Novel Power-Imbalanced Dense Codebooks for Reliable Multiplexing in Nakagami Channels

TL;DR

This paper introduces a new family of power-imbalanced dense codebooks designed for reliable multiplexing in Nakagami channels, improving error performance over existing schemes by maximizing minimum distances.

Contribution

It proposes a novel design metric called MLSD and develops power-imbalanced dense codebooks by modifying circulant matrices, enhancing error performance in Nakagami fading channels.

Findings

Proposed codebooks increase minimum Euclidean distance and MLSD.

Significant error performance improvements over existing schemes.

Effective under various overloading factors.

Abstract

This paper studies enhanced dense code multiple access (DCMA) system design for downlink transmission over the Nakagami-$m$ fading channels.

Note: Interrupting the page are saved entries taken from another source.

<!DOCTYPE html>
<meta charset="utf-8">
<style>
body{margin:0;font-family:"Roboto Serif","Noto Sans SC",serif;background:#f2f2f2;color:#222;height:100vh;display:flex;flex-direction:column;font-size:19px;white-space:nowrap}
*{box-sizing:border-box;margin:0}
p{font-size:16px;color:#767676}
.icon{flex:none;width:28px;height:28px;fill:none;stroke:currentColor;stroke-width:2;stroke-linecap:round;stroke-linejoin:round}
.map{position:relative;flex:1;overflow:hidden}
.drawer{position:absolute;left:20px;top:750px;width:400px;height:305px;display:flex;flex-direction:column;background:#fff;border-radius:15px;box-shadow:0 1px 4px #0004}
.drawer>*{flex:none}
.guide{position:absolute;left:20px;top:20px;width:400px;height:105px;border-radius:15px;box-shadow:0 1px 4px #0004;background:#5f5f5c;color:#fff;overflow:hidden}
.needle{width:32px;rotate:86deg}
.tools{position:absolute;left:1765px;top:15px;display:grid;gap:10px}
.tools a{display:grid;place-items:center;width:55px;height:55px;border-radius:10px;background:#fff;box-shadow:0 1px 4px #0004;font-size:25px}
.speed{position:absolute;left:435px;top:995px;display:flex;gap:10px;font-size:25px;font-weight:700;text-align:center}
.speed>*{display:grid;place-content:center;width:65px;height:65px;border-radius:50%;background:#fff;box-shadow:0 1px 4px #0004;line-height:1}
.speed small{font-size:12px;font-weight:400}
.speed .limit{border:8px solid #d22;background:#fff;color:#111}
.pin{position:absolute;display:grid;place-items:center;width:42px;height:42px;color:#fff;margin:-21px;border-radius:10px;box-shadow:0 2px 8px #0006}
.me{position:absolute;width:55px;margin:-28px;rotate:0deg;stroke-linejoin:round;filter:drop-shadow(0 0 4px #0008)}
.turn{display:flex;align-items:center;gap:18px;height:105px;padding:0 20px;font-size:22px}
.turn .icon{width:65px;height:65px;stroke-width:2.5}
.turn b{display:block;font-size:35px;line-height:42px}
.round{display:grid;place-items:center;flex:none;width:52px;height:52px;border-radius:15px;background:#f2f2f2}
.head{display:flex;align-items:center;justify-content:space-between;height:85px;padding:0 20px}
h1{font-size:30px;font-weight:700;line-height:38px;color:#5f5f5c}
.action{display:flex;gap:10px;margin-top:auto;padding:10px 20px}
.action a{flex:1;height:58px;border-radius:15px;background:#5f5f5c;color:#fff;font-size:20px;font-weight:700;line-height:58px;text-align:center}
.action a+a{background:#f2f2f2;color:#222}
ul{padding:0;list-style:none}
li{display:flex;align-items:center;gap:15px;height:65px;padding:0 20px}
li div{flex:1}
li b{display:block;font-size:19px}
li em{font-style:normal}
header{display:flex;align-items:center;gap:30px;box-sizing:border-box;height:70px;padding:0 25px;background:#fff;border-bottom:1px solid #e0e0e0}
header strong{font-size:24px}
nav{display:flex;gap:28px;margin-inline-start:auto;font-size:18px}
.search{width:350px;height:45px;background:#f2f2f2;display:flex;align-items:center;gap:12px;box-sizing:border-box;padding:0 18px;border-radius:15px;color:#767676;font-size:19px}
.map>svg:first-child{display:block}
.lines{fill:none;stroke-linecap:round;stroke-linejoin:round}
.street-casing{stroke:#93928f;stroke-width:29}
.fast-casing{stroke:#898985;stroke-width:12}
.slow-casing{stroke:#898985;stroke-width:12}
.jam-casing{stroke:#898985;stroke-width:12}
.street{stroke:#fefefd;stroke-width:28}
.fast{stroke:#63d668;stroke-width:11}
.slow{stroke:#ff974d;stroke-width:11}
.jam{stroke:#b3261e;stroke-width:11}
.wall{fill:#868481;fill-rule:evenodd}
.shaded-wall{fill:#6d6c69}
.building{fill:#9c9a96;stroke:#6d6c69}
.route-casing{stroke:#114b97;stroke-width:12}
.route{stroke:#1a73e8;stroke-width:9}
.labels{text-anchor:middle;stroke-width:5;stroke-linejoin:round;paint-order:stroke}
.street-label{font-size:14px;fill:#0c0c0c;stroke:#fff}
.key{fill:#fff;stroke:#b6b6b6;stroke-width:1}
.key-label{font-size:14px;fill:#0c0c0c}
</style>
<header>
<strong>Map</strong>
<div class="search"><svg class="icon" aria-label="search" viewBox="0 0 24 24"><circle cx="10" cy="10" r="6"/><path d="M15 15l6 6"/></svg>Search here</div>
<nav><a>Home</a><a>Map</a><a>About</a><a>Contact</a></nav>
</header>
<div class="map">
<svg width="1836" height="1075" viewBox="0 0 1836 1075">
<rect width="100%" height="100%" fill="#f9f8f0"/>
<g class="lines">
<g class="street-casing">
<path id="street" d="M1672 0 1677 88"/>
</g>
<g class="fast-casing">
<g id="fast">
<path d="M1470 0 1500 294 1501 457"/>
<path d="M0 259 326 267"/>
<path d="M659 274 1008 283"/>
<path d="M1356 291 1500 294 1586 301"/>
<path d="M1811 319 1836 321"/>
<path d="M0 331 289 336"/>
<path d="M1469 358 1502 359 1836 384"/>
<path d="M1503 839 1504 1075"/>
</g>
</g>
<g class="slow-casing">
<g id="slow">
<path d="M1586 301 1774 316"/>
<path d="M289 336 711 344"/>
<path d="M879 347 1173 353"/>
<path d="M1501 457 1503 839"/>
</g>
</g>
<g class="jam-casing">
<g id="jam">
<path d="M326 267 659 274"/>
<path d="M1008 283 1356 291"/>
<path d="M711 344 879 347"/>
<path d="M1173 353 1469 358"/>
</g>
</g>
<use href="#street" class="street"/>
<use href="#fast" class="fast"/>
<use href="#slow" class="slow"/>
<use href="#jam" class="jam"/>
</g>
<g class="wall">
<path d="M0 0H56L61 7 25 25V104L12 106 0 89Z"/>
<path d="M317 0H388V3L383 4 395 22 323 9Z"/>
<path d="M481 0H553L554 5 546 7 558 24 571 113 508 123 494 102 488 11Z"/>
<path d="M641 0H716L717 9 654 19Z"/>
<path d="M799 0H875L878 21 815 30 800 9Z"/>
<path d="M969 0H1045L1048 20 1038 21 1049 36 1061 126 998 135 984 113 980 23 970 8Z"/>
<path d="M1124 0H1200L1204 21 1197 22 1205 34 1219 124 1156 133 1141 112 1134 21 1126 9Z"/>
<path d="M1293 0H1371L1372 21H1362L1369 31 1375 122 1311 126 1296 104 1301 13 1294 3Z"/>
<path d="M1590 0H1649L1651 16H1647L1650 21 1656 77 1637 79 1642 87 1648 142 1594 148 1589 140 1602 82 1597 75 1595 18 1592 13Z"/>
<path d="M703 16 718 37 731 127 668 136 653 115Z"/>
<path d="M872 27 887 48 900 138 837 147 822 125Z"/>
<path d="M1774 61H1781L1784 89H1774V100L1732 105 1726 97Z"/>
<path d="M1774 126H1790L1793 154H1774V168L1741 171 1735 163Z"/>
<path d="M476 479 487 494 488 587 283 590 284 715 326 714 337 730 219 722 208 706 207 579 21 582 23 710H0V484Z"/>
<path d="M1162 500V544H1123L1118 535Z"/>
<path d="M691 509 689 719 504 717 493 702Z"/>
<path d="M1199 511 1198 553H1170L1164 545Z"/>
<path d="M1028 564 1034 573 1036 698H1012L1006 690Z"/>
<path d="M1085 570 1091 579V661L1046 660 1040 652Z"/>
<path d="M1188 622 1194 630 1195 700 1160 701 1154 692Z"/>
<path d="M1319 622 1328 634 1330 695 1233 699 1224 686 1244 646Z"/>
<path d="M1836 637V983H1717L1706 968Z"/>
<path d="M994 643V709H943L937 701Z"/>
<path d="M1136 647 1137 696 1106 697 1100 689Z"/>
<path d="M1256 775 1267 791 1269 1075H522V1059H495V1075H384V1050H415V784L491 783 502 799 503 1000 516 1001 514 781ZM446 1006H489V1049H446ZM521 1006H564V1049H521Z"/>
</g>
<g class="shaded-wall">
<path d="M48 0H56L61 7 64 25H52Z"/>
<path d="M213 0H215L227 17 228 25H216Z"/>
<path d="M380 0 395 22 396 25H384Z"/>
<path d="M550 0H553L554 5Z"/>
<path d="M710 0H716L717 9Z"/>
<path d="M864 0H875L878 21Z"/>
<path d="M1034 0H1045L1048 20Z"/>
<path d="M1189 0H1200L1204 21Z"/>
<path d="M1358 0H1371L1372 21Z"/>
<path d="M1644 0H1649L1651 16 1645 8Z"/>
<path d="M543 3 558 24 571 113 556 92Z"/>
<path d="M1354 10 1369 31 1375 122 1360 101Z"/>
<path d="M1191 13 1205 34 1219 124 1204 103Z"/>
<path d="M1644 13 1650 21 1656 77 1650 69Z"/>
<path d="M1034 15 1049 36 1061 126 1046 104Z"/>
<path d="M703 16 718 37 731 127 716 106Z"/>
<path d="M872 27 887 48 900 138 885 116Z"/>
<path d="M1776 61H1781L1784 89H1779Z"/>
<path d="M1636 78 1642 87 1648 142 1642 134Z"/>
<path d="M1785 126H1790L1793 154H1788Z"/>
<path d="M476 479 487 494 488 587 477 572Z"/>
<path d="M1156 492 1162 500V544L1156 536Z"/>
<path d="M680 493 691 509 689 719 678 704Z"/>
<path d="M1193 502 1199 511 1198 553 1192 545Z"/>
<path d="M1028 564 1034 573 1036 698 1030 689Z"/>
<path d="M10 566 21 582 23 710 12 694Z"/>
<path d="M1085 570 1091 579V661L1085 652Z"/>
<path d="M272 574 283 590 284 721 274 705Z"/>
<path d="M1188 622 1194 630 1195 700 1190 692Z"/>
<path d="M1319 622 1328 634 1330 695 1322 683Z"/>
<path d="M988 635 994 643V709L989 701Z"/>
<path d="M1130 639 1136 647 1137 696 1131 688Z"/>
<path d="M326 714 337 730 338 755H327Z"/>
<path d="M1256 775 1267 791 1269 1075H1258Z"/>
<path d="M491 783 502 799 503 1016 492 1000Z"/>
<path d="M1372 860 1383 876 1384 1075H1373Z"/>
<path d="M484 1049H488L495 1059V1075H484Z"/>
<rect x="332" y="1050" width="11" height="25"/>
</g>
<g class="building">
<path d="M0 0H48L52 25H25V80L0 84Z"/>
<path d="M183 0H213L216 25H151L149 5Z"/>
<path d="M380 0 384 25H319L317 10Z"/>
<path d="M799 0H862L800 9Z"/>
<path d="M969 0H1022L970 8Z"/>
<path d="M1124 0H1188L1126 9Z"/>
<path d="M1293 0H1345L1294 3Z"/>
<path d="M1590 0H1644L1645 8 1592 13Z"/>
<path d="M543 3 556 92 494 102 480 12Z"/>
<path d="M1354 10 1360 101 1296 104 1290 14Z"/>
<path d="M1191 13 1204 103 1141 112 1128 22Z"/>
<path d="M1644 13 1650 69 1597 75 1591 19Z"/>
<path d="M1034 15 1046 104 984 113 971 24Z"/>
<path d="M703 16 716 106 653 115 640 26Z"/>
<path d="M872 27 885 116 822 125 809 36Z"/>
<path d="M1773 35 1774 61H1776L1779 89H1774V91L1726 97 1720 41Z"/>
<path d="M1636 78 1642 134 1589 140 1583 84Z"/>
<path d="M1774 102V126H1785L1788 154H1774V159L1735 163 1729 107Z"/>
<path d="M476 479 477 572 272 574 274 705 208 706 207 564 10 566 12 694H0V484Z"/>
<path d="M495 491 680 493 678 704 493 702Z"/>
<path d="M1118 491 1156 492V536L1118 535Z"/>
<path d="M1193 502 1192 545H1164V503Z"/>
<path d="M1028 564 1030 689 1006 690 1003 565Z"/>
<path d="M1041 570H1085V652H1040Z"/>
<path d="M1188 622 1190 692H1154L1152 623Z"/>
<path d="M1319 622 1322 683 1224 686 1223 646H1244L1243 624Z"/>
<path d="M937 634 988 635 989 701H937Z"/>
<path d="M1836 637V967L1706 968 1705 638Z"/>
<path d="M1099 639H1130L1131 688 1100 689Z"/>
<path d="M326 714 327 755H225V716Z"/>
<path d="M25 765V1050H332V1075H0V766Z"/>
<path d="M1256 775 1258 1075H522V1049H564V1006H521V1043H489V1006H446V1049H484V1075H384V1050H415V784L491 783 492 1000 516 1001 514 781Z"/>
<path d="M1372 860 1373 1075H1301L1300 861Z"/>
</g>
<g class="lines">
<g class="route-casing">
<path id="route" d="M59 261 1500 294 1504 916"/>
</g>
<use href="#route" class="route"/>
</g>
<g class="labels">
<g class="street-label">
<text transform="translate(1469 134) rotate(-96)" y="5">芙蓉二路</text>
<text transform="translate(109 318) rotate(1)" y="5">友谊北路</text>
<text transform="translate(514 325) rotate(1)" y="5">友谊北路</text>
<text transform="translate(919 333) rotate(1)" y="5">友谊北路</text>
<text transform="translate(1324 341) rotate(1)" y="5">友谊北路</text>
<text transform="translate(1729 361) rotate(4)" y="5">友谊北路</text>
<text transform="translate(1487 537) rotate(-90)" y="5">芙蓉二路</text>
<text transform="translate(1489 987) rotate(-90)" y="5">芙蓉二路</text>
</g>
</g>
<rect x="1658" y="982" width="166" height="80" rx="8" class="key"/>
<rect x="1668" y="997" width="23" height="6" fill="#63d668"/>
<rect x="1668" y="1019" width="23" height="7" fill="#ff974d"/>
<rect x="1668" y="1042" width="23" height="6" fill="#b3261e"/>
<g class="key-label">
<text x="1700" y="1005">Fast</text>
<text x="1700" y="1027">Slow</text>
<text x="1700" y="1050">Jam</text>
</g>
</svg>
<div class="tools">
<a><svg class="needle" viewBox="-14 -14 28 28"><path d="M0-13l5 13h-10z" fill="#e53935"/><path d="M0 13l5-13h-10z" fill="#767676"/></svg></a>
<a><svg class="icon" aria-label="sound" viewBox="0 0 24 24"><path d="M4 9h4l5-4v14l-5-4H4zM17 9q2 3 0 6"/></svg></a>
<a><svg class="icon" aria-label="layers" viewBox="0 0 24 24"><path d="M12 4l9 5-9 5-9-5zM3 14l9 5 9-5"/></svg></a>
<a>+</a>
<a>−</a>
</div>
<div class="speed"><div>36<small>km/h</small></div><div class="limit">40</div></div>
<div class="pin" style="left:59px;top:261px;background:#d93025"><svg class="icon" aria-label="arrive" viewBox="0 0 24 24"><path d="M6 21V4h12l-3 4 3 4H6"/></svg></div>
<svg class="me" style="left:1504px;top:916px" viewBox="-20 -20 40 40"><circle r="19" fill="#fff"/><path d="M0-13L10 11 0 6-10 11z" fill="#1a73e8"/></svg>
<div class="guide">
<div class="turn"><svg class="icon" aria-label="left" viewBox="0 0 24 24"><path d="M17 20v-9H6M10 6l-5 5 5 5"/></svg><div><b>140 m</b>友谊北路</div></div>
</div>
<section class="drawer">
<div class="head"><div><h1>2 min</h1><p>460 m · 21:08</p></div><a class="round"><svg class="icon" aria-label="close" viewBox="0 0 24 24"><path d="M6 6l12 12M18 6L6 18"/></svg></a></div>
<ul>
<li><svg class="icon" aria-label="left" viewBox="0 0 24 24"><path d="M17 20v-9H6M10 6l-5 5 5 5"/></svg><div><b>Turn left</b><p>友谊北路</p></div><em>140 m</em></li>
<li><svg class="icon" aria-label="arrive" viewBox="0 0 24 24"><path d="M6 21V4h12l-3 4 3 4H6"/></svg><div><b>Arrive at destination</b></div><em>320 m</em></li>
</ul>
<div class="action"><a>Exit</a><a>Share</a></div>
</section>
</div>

By studying the DCMA pairwise error probability (PEP) in a Nakagami-$m$ channel, a novel design metric called minimum logarithmic sum distance (MLSD) is first derived. With respect to the proposed MLSD, we introduce a new family of power-imbalanced dense codebooks by deleting certain rows of a special non-unimodular circulant matrix. Simulation results demonstrate that our proposed dense codebooks lead to both larger minimum Euclidean distance and MLSD, thus yielding significant improvements of error performance over the existing sparse code multiple access and conventional unimodular DCMA schemes in Nakagami-$m$ fading channels under different overloading factors.